Top Students Earn Praise, Prizes At ‘Peace Palace’ After Exams

Waiting under the palm trees in the shadow of Prime Minister Hun Sen’s office building on Wednesday morning, 43-year-old Soun Kanha couldn’t stop smiling as she remembered the morning she learned that her daughter earned an A on the national high school exit exam.

Her daughter, Sothea Doungthida, 18, was inside the premier’s Phnom Penh “Peace Palace” being showered with praise and gifts alongside 404 other students who received an A with a score of 99 percent or above.

Students who received an A on the national high school exit exam listen to Prime Minister Hun Sen speak during an awards ceremony in Phnom Penh yesterday. (Siv Channa/The Cambodia Daily)
Students who received an A on the national high school exit exam listen to Prime Minister Hun Sen speak during an awards ceremony in Phnom Penh yesterday. (Siv Channa/The Cambodia Daily)

“That morning, I couldn’t do anything,” Ms. Kanha recalled. Woken by the news at 6 a.m., she began jumping up and down inside the mosquito net that covers her bed, overjoyed that her child’s hard work had paid off.

Of the 93,752 students who registered for the exam, which determines university eligibility and placement, Ms. Doungthida was among 55,753, or 62 percent, who passed. Less than half a percent, however, scored in the A bracket.

“I called every relative to tell them,” Ms. Kanha said. “I was so happy.”

Passing the exam became tougher when reforms meant to eradicate cheating and bribery were implemented in 2014. The passing rate was just 40 percent that year, and only 11 students received an A. Fifty-six percent passed last year, 108 of them with an A.
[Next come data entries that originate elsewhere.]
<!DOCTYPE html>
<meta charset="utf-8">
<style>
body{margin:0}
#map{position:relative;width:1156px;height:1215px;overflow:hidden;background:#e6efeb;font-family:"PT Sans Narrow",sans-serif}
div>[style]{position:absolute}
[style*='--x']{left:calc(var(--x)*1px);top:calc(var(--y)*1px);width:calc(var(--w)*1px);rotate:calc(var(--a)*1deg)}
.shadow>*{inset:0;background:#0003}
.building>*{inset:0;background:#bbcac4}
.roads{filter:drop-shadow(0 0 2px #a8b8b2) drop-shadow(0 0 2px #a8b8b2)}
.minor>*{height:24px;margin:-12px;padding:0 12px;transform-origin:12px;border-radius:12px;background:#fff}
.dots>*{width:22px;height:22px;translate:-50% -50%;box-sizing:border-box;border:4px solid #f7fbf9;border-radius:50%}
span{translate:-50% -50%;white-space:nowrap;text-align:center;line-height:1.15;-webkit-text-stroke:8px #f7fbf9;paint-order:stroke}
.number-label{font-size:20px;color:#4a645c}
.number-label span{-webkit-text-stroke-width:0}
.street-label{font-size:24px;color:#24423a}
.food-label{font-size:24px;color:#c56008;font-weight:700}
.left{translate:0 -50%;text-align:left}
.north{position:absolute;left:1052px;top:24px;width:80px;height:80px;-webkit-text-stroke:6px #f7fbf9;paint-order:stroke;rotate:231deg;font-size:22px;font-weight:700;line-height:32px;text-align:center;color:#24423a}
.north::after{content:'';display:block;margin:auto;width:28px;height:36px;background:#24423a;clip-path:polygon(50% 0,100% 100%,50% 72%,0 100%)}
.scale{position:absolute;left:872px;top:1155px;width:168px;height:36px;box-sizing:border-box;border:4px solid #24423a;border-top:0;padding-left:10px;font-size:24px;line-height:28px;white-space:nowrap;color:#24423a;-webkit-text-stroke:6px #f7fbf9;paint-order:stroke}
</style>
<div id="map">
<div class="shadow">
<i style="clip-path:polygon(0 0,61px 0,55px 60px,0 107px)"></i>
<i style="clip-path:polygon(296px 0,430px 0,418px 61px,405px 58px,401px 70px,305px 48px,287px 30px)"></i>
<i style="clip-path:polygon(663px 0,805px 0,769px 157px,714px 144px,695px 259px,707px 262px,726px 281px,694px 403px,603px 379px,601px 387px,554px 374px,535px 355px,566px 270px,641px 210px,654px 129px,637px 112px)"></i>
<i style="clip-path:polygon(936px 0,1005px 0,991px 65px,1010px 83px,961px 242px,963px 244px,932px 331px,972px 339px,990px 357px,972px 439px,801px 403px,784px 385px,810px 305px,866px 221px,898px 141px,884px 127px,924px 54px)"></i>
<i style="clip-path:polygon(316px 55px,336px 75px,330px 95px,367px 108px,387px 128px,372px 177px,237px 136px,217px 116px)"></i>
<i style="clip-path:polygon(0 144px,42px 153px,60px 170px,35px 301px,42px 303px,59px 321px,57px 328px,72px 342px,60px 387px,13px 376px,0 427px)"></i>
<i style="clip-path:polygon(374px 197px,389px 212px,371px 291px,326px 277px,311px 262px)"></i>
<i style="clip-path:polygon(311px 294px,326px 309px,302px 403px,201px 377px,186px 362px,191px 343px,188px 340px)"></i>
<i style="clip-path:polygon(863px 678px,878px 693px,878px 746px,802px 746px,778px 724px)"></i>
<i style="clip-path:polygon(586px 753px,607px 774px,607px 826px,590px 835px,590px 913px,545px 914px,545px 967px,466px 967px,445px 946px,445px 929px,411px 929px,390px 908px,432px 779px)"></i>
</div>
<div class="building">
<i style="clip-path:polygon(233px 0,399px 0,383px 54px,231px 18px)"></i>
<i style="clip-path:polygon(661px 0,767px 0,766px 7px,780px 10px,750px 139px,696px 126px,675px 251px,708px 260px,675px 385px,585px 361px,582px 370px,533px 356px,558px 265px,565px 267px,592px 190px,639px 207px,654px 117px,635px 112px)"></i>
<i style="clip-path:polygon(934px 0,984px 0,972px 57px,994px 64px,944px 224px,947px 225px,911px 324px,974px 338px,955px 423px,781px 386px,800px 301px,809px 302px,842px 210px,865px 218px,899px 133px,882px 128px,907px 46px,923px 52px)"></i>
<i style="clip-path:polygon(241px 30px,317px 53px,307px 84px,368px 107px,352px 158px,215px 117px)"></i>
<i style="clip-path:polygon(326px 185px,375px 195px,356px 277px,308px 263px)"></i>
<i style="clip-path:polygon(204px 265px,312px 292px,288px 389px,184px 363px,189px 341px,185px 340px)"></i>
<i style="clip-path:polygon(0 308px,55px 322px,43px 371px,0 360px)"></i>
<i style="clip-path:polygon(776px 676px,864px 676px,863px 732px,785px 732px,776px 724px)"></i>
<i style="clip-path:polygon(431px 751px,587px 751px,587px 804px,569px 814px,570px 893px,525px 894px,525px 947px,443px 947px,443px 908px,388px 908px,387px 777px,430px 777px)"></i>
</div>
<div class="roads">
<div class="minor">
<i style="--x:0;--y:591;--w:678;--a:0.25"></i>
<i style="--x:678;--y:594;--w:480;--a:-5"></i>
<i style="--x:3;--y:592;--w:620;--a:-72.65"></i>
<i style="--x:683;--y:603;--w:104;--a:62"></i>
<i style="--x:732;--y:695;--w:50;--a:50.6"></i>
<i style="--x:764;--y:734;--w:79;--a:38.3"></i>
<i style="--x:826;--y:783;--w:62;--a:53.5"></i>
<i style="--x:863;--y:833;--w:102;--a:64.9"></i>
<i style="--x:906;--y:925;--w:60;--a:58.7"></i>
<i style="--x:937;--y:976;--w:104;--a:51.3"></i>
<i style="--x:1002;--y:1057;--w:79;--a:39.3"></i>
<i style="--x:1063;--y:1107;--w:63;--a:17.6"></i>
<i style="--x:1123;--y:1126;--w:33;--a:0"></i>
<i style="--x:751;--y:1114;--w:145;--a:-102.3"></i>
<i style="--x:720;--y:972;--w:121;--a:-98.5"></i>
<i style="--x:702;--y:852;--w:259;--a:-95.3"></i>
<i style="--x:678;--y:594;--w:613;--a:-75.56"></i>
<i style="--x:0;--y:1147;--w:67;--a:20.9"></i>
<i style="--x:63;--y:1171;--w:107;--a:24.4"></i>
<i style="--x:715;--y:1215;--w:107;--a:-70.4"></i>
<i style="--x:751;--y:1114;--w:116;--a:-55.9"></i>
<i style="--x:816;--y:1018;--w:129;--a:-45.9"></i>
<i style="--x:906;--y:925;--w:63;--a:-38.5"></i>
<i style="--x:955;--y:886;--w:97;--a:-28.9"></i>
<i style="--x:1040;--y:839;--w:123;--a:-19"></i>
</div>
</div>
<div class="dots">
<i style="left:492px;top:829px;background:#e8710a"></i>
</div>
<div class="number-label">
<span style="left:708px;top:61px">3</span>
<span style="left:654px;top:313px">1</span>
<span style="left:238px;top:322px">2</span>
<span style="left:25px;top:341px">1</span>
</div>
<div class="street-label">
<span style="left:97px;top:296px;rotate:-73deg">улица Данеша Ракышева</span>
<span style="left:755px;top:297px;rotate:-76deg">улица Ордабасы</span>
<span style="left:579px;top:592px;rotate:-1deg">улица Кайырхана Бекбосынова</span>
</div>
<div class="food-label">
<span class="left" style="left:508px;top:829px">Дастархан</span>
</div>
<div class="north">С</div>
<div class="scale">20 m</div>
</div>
“I would like to take this opportunity to congratulate all of the students who passed the exam with an A grade,” Mr. Hun Sen told the high achievers on Wednesday.

The premier then handed each of the students a Samsung tablet computer, a silver coin and an envelope containing 2 million riel in cash, or about $500.

And for the first time, the directors of the 141 schools the A students came from were also rewarded: 1 million riel (about $250) each and 3 million riel (about $750) for their schools.

“I was so excited because I met Samdech,” said Iv Sreylin, 18, after the event.

“What we received was deserved…. We worked hard.”